Payment for Order Flow (PFOF)
Compensation that a broker receives from a market maker or wholesale trading firm for routing customer orders to that firm for execution.
What is Payment for Order Flow?
Payment for order flow (PFOF) is the practice in which a retail broker-dealer receives compensation from a market maker or wholesale broker in exchange for routing customer orders to that firm for execution rather than sending them directly to a public exchange. The market maker profits from the spread between the bid and ask prices on the routed orders. Brokers use PFOF revenue to subsidize zero-commission trading for retail clients.
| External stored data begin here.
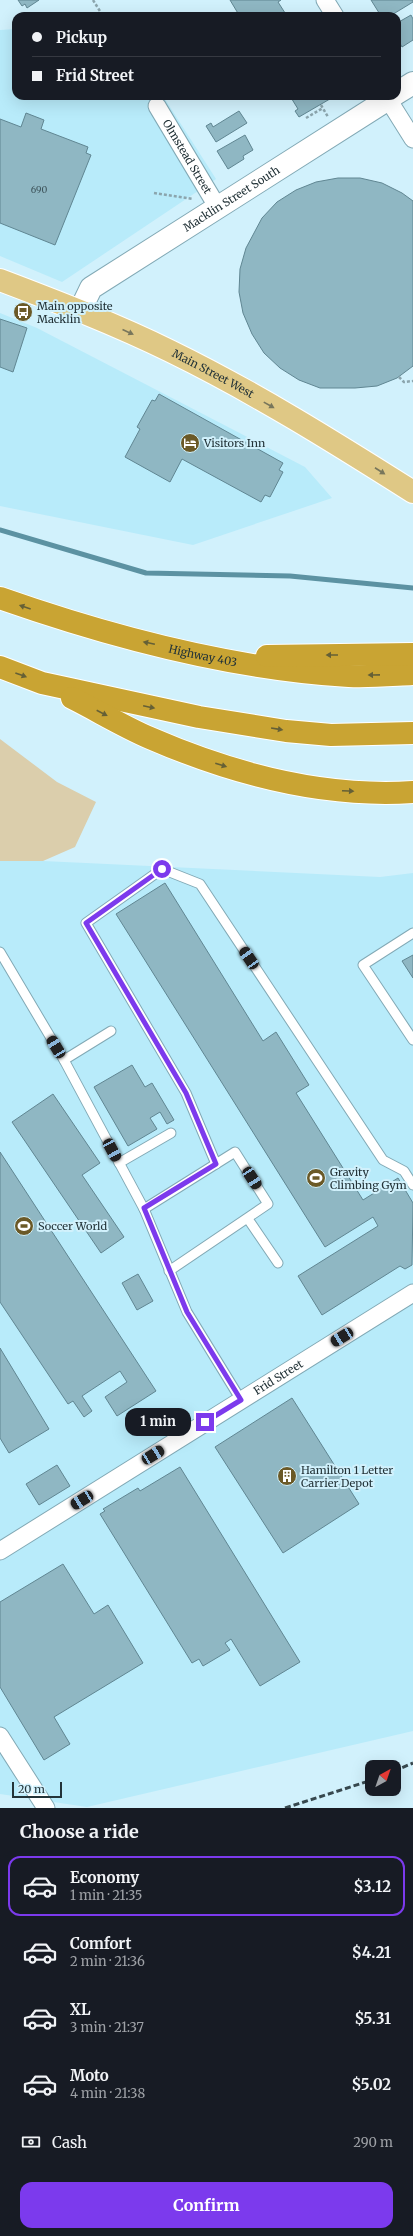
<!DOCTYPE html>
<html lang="en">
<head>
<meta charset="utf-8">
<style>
	:root { --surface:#171b24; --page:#20242c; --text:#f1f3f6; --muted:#9ea1a6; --line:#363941; --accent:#7c3aed }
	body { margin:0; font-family:Merriweather,serif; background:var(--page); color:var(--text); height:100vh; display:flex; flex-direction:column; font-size:15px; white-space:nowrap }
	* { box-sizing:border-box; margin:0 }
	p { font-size:13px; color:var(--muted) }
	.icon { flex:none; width:22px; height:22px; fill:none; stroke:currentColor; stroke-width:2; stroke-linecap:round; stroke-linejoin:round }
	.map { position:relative; height:1808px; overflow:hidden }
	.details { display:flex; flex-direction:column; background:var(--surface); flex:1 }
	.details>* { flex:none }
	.top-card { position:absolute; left:12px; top:12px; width:389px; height:88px; border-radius:12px; box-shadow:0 4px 16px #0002; display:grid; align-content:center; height:88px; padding:0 20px; background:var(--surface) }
	.needle { width:26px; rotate:40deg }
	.controls { position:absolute; left:365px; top:1760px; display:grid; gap:8px }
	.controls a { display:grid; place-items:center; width:36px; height:36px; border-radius:8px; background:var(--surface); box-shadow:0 4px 16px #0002; font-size:20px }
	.scale { position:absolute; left:12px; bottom:10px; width:50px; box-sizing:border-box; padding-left:4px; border:2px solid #233338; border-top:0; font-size:11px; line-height:14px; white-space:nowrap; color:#233338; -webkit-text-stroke:3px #d1f1fc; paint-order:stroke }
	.end { position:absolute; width:18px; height:18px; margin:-9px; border:5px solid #7c3aed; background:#fff; box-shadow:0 0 0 2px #fff }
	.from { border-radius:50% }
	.bubble { position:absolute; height:28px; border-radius:12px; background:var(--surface); box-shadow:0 4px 16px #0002; font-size:13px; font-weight:700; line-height:28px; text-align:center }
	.car { position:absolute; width:12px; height:24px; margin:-12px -6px; border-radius:5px; box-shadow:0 0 3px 1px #0007; background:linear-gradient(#222 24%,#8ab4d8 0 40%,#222 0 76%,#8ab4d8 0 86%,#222 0) }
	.top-card b { display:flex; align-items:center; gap:14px; height:38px; font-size:15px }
	.top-card b+b { border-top:1px solid var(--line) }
	.top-card i { width:10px; height:10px; background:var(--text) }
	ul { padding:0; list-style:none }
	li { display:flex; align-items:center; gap:12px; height:60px; margin:0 8px 6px; padding:0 12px; border:2px solid transparent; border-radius:12px }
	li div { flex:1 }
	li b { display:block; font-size:15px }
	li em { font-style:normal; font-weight:700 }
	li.current { border-color:var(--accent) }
	li>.icon { width:36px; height:36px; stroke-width:1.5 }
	h2 { padding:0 20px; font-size:18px; line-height:48px }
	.pay { display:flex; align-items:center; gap:10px; height:44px; padding:0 20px; font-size:15px }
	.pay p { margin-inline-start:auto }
	.action { display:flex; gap:8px; margin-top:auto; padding:8px 20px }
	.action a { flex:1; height:46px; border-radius:12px; background:var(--accent); color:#fff; font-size:16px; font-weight:700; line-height:46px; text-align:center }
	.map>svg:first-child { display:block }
	.built { fill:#b8ebfa }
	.green { fill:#dbceac }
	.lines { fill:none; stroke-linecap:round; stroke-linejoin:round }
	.stream { stroke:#5c92a2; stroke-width:5 }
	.building { fill:#8fb7c3; stroke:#608692 }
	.lane-casing { stroke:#82a9b5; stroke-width:11 }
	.street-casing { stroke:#82a9b5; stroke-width:19 }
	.secondary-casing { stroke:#82a9b5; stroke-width:24 }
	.primary-casing { stroke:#fff; stroke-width:24 }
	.highway-casing { stroke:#fff; stroke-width:24 }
	.path { stroke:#8ba5ad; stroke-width:2.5; stroke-dasharray:3 2; stroke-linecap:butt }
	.lane { stroke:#fff; stroke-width:9 }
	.street { stroke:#fff; stroke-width:17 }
	.secondary { stroke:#fff; stroke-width:22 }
	.primary { stroke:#dfc885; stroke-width:22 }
	.highway { stroke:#c9a433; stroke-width:22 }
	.rail { stroke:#37484e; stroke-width:3; stroke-dasharray:6 3; stroke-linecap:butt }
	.oneway { fill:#78765b }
	.oneway2 { fill:#656036 }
	.route { stroke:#7c3aed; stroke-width:5 }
	.labels { text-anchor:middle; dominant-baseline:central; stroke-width:4; stroke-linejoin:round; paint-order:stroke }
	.number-label { font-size:9px; fill:#3e545b }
	.street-label { font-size:11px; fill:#233338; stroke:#d1f1fc }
	.poi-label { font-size:11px; fill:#233338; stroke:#d1f1fc; text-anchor:start }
</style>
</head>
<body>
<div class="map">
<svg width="413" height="1808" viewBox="0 0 413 1808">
	<rect width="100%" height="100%" fill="#d1f1fc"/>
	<g class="built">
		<polygon points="16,29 16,96 163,96 216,179 62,282 0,256 0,30"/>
		<polygon points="0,313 37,328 305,467 332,498 193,545 0,506"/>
		<polygon points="0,861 43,861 380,877 413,873 413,1731 87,1807 0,1794"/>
	</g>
	<polygon class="green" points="0,739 57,782 96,802 75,847 43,861 0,861"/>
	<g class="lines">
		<polyline class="stream" points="0,530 146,573 290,576 413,588"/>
	</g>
	<g class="building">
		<polygon points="18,0 39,0 27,8 25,4 22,6"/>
		<polygon points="230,0 281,0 278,2 287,16 237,16 239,15"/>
		<polygon points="371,0 413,0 413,2 390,16 381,16"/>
		<polygon points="411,15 413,19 413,40 402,47 397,38 397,23"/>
		<polygon points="290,96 335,96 299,117 295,111 298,109"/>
		<polygon points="239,111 247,123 216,142 206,126 211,123 213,127"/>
		<polygon points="26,113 44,120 41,129 88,147 86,153 91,155 55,245 0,223 0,119 21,127"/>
		<polygon points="245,135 253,150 243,156 244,159 228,169 217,151"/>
		<polygon points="338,178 360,178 382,183 402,193 413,201 413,366 397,378 377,386 355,388 320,388 299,380 280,368 264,353 252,334 243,313 239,292 240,269 246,248 262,218 277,202 296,190 316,182"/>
		<polygon points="0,319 27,328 13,372 0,367"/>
		<polygon points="159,394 283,463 279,470 283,472 270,497 265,495 261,502 182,459 170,482 125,457 140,429 137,427 152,400 155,401"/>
		<polygon points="165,883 263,1041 276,1032 309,1085 296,1093 363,1200 398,1178 413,1203 412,1265 405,1269 400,1266 322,1315 298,1276 378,1226 373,1217 325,1247 116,914"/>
		<polygon points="413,955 413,978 402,961"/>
		<polygon points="132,1065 145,1087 152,1083 174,1120 167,1124 160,1112 150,1118 157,1129 128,1146 94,1087"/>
		<polygon points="53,1094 100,1163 82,1175 124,1237 101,1253 12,1122"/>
		<polygon points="0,1152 156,1391 117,1416 105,1397 127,1382 120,1371 82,1396 92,1411 84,1417 73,1401 68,1404 0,1302"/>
		<polygon points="138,1274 153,1301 137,1310 122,1283"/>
		<polygon points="0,1348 49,1429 9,1453 0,1438"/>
		<polygon points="292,1398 359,1504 283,1553 215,1447"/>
		<polygon points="57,1465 70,1486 39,1505 26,1484"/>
		<polygon points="180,1467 300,1662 260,1686 231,1639 225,1643 230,1650 203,1666 199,1659 192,1663 100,1514 105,1511 103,1509 138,1488 140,1491"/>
		<polygon points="63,1564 94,1614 108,1605 143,1663 54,1717 70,1744 44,1760 0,1687 0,1602"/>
	</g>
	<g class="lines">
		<g class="lane-casing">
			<g id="lane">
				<polyline points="413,933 363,965 413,1040"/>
				<polyline points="0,952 64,1060 144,1209 187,1312 241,1400"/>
				<polyline points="64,1060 111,1031"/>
				<polyline points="119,1163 171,1133"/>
				<polyline points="216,1164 186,1093 86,923 162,869 200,884 383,1160 404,1171 413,1185"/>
				<polyline points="144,1209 235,1152 268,1204 169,1271"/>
				<polyline points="248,1219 278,1263"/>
			</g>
		</g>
		<g class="street-casing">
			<g id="street">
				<polyline points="325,0 335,16"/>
				<polyline points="386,96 413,139"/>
				<path id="s1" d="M157,106l61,102"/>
				<path id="s2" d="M0,1551l413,-258"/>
				<polyline points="0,1736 46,1808"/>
			</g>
		</g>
		<g class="secondary-casing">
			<g id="secondary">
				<polyline points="397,93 413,83"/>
				<path id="s3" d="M80,311l11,-23 302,-192"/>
			</g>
		</g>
		<g class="primary-casing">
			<g id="primary">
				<path id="s4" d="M0,280c58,22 115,44 170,71 84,41 164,91 243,141"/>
			</g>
		</g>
		<g class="highway-casing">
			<g id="highway">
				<path id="s5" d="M0,598c111,39 231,71 349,78 21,1 43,-1 64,-2"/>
				<polyline points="267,656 413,654"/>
				<polyline points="0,667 42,683 199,717 286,731 331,735 413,733"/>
				<path d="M72,698c26,13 52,29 78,40 83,36 172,60 263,54"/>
			</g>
		</g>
		<g class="path">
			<polyline points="93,0 103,16"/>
			<polyline points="321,105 328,117"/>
			<polyline points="306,118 323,108"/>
			<polyline points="154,193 193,199"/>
			<polyline points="399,377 404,382 413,381"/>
		</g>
		<use href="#lane" class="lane"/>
		<use href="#street" class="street"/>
		<use href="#secondary" class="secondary"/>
		<use href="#primary" class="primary"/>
		<use href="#highway" class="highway"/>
		<g class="rail">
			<polyline points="394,1771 413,1763"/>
			<polyline points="285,1808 372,1780"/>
		</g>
	</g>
	<defs><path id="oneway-solid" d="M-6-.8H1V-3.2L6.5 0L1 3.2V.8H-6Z"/></defs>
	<g class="oneway">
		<use href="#oneway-solid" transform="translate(128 332) rotate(24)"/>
		<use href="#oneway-solid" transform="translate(269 405) rotate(29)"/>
		<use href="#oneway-solid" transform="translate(380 471) rotate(33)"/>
	</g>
	<g class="oneway2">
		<use href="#oneway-solid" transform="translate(25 607) rotate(-161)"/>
		<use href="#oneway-solid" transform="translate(149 643) rotate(-168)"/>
		<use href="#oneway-solid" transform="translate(332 655) rotate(-180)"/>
		<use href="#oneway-solid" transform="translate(21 675) rotate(20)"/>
		<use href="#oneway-solid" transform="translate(374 675) rotate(179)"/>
		<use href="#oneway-solid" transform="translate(149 707) rotate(12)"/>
		<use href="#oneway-solid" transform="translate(102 713) rotate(27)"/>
		<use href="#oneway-solid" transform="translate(277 729) rotate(9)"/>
		<use href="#oneway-solid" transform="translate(221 765) rotate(17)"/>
		<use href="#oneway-solid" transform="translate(348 791) rotate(3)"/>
	</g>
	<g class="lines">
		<polyline class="route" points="162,869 86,923 186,1093 216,1164 144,1208 187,1312 241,1400 205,1422"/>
	</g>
	<defs>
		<g id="bus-disc" transform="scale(1)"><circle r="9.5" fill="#6b5927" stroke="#d1f1fc"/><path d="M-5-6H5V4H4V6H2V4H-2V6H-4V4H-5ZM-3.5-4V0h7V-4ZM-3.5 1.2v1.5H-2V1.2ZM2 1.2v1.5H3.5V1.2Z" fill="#fff"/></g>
		<g id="hotel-disc" transform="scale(1)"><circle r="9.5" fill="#6b5927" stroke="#d1f1fc"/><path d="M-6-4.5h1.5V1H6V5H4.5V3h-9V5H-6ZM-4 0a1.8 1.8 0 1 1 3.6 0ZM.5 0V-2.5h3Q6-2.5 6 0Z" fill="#fff"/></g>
		<g id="stadium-disc" transform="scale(1)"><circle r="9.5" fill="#6b5927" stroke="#d1f1fc"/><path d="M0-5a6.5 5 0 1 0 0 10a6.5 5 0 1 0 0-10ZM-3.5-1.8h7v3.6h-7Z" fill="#fff"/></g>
		<g id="building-disc" transform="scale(1)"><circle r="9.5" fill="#6b5927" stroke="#d1f1fc"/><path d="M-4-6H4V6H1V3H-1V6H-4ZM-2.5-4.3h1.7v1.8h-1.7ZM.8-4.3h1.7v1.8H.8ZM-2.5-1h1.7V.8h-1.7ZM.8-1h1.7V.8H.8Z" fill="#fff"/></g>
	</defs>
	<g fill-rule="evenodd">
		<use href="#bus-disc" x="23" y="312"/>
		<use href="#hotel-disc" x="190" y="443"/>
		<use href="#stadium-disc" x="316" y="1178"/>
		<use href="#stadium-disc" x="24" y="1226"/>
		<use href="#building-disc" x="287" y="1476"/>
	</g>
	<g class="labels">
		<g class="number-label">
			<text x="39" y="189">690</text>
		</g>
		<g class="street-label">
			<text stroke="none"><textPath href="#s1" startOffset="59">Olmstead Street</textPath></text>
			<text stroke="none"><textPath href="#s3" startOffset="192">Macklin Street South</textPath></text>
			<text stroke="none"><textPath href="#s4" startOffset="233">Main Street West</textPath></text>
			<text stroke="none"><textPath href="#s5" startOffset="211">Highway 403</textPath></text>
			<text stroke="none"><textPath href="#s2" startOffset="328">Frid Street</textPath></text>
		</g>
		<g class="poi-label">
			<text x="37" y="306">Main opposite<tspan x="37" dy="13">Macklin</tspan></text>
			<text x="204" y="443">Visitors Inn</text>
			<text x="330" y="1172">Gravity<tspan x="330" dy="13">Climbing Gym</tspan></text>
			<text x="38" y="1226">Soccer World</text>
			<text x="301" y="1470">Hamilton 1 Letter<tspan x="301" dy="13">Carrier Depot</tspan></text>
		</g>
	</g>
</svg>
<div class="controls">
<a><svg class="needle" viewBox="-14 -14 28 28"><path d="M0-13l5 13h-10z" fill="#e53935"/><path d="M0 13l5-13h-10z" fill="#9ea1a6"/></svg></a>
</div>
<div class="scale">20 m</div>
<i class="end from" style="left:162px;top:869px"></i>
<i class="end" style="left:205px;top:1422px"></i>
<div class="bubble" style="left:125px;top:1408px;width:66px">1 min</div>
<i class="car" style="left:249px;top:958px;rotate:326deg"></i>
<i class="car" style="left:56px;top:1047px;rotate:329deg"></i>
<i class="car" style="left:112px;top:1150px;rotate:152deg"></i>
<i class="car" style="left:252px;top:1178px;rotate:147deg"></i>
<i class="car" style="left:342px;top:1337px;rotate:238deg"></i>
<i class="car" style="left:153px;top:1455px;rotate:58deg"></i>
<i class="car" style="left:82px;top:1500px;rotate:238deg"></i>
<div class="top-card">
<b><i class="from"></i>Pickup</b>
<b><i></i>Frid Street</b>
</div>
</div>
<section class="details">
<h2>Choose a ride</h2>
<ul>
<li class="current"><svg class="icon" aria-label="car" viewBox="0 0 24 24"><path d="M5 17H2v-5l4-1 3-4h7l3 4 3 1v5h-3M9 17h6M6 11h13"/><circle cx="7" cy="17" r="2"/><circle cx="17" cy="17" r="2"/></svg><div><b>Economy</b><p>1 min · 21:35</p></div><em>$3.12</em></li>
<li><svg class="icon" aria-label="car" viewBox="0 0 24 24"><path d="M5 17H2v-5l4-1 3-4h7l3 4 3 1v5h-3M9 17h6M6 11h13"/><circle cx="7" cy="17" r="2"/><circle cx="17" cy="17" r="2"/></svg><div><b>Comfort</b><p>2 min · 21:36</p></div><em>$4.21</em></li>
<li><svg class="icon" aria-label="car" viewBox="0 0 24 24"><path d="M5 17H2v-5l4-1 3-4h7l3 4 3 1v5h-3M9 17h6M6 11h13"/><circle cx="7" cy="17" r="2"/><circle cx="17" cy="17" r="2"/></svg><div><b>XL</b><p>3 min · 21:37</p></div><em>$5.31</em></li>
<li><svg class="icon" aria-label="car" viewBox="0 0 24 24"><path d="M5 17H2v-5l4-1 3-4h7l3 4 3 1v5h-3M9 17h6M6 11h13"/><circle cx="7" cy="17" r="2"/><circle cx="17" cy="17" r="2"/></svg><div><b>Moto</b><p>4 min · 21:38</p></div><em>$5.02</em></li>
</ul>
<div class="pay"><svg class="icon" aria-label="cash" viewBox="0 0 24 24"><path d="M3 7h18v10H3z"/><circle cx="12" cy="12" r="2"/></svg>Cash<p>290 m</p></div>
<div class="action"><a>Confirm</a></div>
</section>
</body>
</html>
The practice is controversial because it may create a conflict of interest: brokers are supposed to achieve best execution for clients, but PFOF incentivizes routing to the highest-paying market maker rather than the venue offering the best price. The SEC has studied PFOF extensively, and it is banned in several countries including the UK and Canada.
Example
A retail investor places a market order to buy 100 shares at Robinhood. Rather than routing the order to the NYSE or Nasdaq, Robinhood sends it to Citadel Securities, which pays Robinhood a fraction of a cent per share. Citadel executes the order and earns the bid-ask spread. Robinhood generates revenue without charging the customer a commission — but critics argue the customer may have received a slightly better price on a lit exchange.